Collect all lines below with the string "Math".

**SOURCE INFORMATION:**
====================

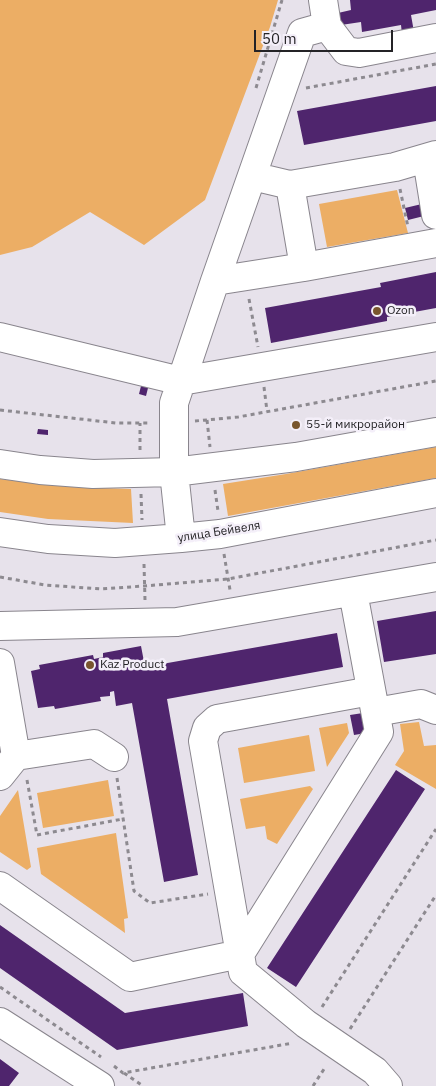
<!DOCTYPE html>
<meta charset="utf-8">
<style>
body{margin:0}
#map{position:relative;width:436px;height:1086px;overflow:hidden;background:#e7e2eb;font-family:"IBM Plex Sans",sans-serif}
canvas{display:block}
.scale{position:absolute;left:254px;top:30px;width:139px;height:22px;box-sizing:border-box;border:2px solid #242326;border-top:0;padding-left:6px;font-size:15px;line-height:18px;white-space:nowrap;color:#242326;-webkit-text-stroke:4px #f4eff9;paint-order:stroke}
</style>
<div id="map">
<canvas width="436" height="1086"></canvas>
<div class="scale">50 m</div>
</div>
<script>
const ctx = document.querySelector('canvas').getContext('2d');
ctx.lineJoin = 'round';
function fill(path, color) { ctx.fillStyle = color; ctx.fill(path, 'evenodd'); }
const poly = rows => new Path2D(rows.map(r => 'M' + r).join(''));
function stroke(path, color, width, dash) { ctx.strokeStyle = color; ctx.lineWidth = width; ctx.lineCap = dash ? 'butt' : 'round'; ctx.setLineDash(dash || []); ctx.stroke(path); }
function write(font, color, halo, rows, align = 'center') {
  ctx.font = font + ' "IBM Plex Sans",sans-serif'; ctx.lineWidth = 5; ctx.setLineDash([]); ctx.textBaseline = 'middle'; ctx.strokeStyle = halo; ctx.fillStyle = color; for (const [text, x, y, turn = 0] of rows) {
    ctx.save(); ctx.translate(x, y); ctx.rotate((+turn || 0) * Math.PI / 180); ctx.textAlign = isNaN(turn) ? turn : align; if (halo) ctx.strokeText(text, 0, 0); ctx.fillText(text, 0, 0); ctx.restore();
  }
}
const green = poly([
 [0,0,278,0,270,27,205,200,144,245,90,212,32,247,0,255],
 [397,190,408,233,327,247,319,204],
 [436,447,436,478,228,516,223,484,286,474],
 [0,479,71,487,131,489,133,523,48,519,0,512],
 [419,722,424,746,436,745,436,789,395,765,404,751,400,724],
 [347,723,349,733,327,767,319,728],
 [309,735,315,771,244,783,238,748],
 [108,780,114,816,43,828,37,793],
 [310,786,313,789,277,844,267,839,265,826,246,829,240,799],
 [18,790,31,867,27,870,0,852,0,816],
 [116,833,128,918,124,919,125,933,41,874,37,848]
]);
const building = poly([
 [350,0,436,0,436,10,411,15,414,32,402,34,401,25,362,32,361,22,341,25,338,13,351,10],
 [436,86,436,121,304,145,297,111],
 [426,203,428,215,408,220,405,208],
 [436,272,436,308,387,317,387,321,271,343,265,308,381,287,380,283],
 [143,378,150,380,146,396,139,394],
 [38,429,48,430,48,435,37,434],
 [436,611,436,654,384,662,377,621],
 [337,633,343,667,167,699,198,875,164,882,132,703,116,706,114,691,110,692,110,696,100,697,101,701,55,709,54,706,38,708,31,671,40,669,39,665,93,655,94,659,103,657,103,653,141,646,145,667],
 [363,713,366,733,354,735,350,715],
 [396,770,425,789,296,987,267,968],
 [0,925,125,1013,243,993,248,1026,117,1050,0,968],
 [0,1059,19,1073,9,1086,0,1086]
]);
const path = poly([
 [256,88,282,0],
 [306,88,436,64],
 [400,189,408,227],
 [249,299,258,347],
 [264,387,267,411],
 [0,410,116,423,151,423],
 [207,420,210,447],
 [195,421,238,417,436,381],
 [140,450,140,423],
 [215,490,218,511],
 [141,494,142,520],
 [224,554,230,590],
 [144,564,145,600],
 [0,577,45,585,101,589,144,586,228,579,436,540],
 [117,778,134,891,150,903,208,894],
 [27,780,37,835,123,819],
 [0,987,101,1057],
 [322,1007,436,829],
 [350,1029,436,895],
 [114,1066,123,1073,293,1043],
 [124,1073,143,1086],
 [313,1086,326,1066]
]);
const minor = poly([
 [323,0,327,26,346,51,359,53,436,38],
 [427,159,436,215],
 [252,176,290,185,395,167,436,155],
 [290,185,304,267],
 [215,281,304,267,436,243],
 [0,337,181,381,436,337],
 [174,472,174,403,215,281,302,33,327,26],
 [0,626,177,622,436,577],
 [0,663,16,756,0,776],
 [371,691,217,719,207,728,203,741,243,972,306,1024,375,1071,388,1086],
 [376,712,421,704,436,710],
 [16,756,94,744,114,757],
 [0,886,130,977,240,954,379,732,353,592],
 [0,1022,100,1086]
]);
const major = poly([
 [0,464,40,470,93,474,174,472,296,457,436,432],
 [174,472,181,538],
 [0,532,48,539,115,543,181,538,220,534,436,493]
]);
const markers = [
 [377,311,5,"#79562e"],
 [296,425,5,"#79562e"],
 [90,665,5,"#79562e"]
];
const poiNames = [
 ["Ozon",387,311],
 ["55-й микрорайон",306,425],
 ["Kaz Product",100,665]
];
const streetNames = [
 ["улица Бейвеля",219,532,-9]
];
fill(green, '#ecae65');
fill(building, '#4f256d');
stroke(minor, '#89858d', 30);
stroke(major, '#89858d', 30);
stroke(path, '#8d8a90', 3, [4, 4]);
stroke(minor, '#fff', 28);
stroke(major, '#fff', 28);
for (const [x, y, r, color] of markers) { const dot = new Path2D(); dot.arc(x, y, r, 0, 2 * Math.PI); ctx.fillStyle = color; ctx.fill(dot); stroke(dot, '#f4eff9', 2); }
write('12px', '#242326', '#f4eff9', poiNames, 'left');
write('12px', '#242326', '#f4eff9', streetNames);
</script>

====================

**SOLUTION TO THIS EXERCISE:**
    ctx.save(); ctx.translate(x, y); ctx.rotate((+turn || 0) * Math.PI / 180); ctx.textAlign = isNaN(turn) ? turn : align; if (halo) ctx.strokeText(text, 0, 0); ctx.fillText(text, 0, 0); ctx.restore();
for (const [x, y, r, color] of markers) { const dot = new Path2D(); dot.arc(x, y, r, 0, 2 * Math.PI); ctx.fillStyle = color; ctx.fill(dot); stroke(dot, '#f4eff9', 2); }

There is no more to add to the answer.